Logic created a song about what it’s like to want to commit suicide. He named it after the National Suicide Prevention Lifeline (NSPL). Research suggests he may have helped save hundreds of lives due to awareness.
In a 2017 interview with Genius, Logic says he never set out to create music to save lives. Speaking with fans during his 2017 album tour, he realized many of them related to what he was rapping about. “They’ve said things like, ‘your music has saved my life.’ And I was always like, ‘Aw so nice of you, thanks.'”
“They’re really serious. They tat shit on their arms and get shit like lyrics that save their life and in my mind I was like, ‘Man, I wasn’t even trying to save nobody’s life.’ And then it hit me, the power that I have as an artist with a voice. I wasn’t even trying to save your life. Now what can happen if I actually did?”

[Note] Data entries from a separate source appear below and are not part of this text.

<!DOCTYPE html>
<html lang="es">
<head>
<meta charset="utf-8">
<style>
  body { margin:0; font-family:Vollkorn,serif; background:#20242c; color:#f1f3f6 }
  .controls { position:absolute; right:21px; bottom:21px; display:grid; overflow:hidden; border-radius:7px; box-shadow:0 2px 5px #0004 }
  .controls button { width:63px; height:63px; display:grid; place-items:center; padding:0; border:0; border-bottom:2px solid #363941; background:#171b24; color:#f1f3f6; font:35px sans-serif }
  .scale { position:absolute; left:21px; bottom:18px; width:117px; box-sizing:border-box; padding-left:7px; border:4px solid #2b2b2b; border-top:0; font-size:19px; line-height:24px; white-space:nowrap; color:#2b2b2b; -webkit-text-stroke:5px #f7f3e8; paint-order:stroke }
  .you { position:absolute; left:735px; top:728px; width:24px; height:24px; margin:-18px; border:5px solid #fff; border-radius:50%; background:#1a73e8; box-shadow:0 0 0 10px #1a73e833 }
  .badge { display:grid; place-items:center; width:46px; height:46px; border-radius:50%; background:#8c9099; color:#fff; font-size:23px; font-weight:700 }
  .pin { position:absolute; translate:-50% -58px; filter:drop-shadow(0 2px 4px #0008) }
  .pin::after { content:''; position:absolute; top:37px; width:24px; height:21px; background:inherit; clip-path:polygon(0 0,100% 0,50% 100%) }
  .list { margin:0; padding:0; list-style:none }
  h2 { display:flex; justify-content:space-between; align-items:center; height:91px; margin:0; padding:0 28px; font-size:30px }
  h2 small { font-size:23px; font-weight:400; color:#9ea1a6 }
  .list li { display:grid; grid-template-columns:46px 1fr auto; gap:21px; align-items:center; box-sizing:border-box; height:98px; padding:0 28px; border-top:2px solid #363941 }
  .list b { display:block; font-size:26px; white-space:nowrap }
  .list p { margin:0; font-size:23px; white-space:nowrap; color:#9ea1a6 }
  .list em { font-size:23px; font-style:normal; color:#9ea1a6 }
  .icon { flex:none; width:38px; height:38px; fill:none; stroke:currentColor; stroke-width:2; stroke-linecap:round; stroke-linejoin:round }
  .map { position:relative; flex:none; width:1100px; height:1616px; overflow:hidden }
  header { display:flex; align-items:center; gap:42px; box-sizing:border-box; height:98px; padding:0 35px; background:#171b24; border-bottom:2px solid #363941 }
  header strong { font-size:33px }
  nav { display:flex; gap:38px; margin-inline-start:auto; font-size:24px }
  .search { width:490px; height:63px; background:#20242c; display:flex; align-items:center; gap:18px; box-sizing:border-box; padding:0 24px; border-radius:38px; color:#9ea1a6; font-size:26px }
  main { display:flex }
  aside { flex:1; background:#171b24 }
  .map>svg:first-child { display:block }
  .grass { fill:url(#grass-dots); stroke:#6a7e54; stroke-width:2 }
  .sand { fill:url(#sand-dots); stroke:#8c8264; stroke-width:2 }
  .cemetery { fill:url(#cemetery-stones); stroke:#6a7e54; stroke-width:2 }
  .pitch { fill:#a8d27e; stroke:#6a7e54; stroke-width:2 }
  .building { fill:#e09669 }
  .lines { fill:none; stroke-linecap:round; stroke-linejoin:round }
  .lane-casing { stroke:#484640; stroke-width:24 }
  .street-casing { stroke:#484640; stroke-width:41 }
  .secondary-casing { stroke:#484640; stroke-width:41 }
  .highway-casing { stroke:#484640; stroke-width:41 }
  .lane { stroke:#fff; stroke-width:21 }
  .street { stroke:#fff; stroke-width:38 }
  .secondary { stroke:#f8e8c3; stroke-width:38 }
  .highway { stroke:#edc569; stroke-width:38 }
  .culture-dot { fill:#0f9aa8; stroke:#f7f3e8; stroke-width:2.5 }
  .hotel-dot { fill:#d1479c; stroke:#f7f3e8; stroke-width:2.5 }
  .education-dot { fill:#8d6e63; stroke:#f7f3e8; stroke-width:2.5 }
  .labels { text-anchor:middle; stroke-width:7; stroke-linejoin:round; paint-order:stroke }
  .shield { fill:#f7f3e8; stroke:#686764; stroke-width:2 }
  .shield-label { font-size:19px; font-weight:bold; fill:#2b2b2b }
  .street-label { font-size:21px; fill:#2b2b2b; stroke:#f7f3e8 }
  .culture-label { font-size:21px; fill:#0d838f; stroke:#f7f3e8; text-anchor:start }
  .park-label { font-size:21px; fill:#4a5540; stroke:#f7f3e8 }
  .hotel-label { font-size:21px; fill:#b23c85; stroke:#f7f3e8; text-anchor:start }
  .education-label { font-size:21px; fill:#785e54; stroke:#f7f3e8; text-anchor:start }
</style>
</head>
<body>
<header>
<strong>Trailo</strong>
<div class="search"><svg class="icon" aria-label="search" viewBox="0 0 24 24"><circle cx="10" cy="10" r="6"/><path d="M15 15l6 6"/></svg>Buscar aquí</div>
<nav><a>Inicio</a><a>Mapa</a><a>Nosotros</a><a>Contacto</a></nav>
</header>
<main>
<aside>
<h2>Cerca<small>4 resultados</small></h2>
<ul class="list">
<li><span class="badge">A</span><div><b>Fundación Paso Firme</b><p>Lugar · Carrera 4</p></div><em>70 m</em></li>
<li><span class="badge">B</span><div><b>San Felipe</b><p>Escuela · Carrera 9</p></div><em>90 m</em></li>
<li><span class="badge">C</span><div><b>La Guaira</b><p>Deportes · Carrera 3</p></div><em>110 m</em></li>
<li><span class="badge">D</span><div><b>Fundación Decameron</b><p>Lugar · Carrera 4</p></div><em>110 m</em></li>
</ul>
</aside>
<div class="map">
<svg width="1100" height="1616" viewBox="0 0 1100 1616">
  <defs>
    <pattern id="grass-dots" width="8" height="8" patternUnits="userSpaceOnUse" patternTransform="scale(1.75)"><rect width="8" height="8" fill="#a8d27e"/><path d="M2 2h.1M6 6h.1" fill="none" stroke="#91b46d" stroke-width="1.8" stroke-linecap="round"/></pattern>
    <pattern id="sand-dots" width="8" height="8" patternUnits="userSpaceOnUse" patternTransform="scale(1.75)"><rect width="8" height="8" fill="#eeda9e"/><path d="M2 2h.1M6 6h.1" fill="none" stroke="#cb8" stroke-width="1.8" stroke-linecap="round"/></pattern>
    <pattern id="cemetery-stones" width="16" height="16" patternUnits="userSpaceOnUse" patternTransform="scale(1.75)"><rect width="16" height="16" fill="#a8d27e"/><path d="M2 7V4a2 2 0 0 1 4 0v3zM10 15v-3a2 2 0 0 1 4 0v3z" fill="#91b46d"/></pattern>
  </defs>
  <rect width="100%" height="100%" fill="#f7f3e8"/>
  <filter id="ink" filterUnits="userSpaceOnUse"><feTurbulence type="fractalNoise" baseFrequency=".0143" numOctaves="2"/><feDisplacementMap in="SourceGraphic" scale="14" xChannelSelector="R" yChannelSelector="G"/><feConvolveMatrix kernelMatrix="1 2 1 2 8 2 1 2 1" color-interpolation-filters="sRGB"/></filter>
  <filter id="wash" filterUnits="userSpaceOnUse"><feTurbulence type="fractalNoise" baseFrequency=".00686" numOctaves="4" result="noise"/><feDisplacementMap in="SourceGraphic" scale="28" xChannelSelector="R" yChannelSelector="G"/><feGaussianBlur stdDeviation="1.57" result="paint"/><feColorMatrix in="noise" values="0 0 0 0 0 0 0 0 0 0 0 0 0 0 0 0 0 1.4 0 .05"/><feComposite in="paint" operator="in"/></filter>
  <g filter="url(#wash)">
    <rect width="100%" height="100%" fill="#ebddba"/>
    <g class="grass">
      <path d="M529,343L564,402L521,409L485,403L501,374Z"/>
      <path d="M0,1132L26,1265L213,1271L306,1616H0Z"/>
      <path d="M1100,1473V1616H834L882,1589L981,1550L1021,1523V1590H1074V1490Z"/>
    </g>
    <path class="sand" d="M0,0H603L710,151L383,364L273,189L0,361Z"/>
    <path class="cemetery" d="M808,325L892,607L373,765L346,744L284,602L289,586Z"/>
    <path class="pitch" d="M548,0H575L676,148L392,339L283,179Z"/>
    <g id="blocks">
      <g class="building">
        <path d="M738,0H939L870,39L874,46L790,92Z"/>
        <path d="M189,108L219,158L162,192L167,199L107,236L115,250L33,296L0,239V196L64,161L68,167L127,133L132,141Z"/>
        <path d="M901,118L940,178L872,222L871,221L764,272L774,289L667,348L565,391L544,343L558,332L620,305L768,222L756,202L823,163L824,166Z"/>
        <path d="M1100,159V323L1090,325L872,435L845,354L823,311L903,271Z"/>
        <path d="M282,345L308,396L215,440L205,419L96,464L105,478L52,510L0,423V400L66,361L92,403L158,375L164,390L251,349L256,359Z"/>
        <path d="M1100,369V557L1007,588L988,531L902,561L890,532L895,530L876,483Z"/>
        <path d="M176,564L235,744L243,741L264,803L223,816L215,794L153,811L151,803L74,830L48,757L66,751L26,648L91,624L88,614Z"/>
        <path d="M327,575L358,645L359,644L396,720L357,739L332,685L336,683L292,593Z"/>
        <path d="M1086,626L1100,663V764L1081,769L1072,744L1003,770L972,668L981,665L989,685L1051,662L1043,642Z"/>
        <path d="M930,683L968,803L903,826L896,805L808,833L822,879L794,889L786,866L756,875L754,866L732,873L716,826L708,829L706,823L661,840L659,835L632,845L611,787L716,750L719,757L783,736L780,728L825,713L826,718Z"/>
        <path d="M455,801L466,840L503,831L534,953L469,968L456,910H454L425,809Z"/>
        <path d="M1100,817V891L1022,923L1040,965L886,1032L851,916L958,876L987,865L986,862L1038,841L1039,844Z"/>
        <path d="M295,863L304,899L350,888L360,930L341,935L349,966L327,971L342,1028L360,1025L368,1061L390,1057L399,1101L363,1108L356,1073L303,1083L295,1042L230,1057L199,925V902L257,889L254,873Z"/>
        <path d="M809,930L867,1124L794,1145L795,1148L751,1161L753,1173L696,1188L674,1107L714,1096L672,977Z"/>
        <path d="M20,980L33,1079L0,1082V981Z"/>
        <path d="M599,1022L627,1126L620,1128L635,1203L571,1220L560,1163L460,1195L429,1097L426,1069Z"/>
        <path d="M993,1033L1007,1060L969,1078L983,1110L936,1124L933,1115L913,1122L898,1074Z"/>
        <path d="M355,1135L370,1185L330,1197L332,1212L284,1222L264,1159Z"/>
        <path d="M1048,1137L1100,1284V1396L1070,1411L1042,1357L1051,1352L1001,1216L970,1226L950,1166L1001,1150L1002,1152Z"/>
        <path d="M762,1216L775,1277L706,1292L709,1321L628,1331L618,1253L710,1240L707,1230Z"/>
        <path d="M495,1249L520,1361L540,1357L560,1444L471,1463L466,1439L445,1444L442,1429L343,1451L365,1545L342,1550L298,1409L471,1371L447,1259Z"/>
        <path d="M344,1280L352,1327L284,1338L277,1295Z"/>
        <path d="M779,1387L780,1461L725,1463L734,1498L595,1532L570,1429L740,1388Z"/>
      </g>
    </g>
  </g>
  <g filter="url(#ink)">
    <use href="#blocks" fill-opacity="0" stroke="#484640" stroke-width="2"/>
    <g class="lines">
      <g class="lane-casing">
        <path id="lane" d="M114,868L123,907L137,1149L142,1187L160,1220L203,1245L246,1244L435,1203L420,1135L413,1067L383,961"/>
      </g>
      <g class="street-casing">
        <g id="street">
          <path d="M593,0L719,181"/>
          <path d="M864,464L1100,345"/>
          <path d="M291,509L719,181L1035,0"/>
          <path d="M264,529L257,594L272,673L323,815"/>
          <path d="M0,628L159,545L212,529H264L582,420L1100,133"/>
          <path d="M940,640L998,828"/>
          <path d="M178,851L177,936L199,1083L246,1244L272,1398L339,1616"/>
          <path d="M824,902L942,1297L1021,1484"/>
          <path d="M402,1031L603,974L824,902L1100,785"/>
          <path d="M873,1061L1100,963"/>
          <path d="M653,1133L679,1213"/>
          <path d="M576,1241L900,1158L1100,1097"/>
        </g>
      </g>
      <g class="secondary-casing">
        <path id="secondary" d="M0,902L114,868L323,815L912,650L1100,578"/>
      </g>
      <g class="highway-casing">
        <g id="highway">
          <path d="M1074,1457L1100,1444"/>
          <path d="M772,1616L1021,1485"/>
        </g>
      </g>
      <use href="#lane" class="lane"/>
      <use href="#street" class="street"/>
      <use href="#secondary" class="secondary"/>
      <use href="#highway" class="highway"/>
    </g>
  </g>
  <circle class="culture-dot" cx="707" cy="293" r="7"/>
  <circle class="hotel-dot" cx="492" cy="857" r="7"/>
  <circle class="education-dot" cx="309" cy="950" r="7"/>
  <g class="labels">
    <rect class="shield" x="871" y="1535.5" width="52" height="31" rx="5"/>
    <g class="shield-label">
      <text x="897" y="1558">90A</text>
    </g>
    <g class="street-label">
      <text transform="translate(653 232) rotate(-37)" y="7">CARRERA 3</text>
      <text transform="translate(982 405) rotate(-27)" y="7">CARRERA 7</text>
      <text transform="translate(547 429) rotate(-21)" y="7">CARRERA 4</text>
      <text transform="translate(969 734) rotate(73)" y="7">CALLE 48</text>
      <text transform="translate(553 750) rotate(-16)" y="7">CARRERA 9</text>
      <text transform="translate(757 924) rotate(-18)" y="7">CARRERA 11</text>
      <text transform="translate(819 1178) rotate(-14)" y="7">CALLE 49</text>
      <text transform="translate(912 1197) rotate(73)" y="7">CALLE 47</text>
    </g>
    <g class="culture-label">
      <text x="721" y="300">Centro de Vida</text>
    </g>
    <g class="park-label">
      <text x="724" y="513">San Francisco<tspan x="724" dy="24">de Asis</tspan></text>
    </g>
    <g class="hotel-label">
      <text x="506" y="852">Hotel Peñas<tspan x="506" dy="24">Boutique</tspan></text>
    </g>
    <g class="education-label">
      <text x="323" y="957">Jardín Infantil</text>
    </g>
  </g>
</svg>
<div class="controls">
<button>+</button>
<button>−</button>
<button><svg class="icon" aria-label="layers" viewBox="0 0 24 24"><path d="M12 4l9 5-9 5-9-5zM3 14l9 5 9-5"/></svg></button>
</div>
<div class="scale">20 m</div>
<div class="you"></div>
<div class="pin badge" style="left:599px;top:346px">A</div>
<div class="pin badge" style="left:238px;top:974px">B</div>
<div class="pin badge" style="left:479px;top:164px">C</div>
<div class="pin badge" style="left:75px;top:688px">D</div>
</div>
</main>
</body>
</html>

A new study suggests Logic’s suicide song ‘1-800-273-8255’ may have helped save lives – as intended.
During the heightened attention, the NSPL received an increase in calls to the suicide hotline. The study also recorded an estimated reduction in suicides – 245 fewer than the previous year.
The increased awareness of suicide prevention helps those experiencing those feelings seek help, rather than committing to the action. Media attention on suicide often comes with the negative influence of inspiring others to follow in a celebrities’ suicide’s footsteps.
The study concludes that Logic’s suicide hotline awareness song has been the “broadest and most sustained suicide prevention messaging directly connected to a story of hope and recovery,” lead author Thomas Niederkrotenthaler writes. The song progresses through what a suicide hotline call feels like, leaving people with encouraging messages of hope.
“The lane I travel feels alone /
but I’m movin ’til my legs give out /
and I see my tears melt in the snow /
but I don’t wanna cry /
I don’t wanna cry anymore /
I wanna feel alive /
I don’t even wanna die anymore.”
The music video for the song paints a high school teenager’s struggles with his sexuality. He’s bullied to the point of considering suicide but stops after calling a suicide hotline to speak with someone.
Study authors measured Twitter activity for the song and measured spikes around three different events. The song’s initial release, the 2017 MTV VMAs, and the 2018 Grammy Awards. During those three events, the NSPL saw a 6.9% increase in calls, while suicides decreased 5.5%.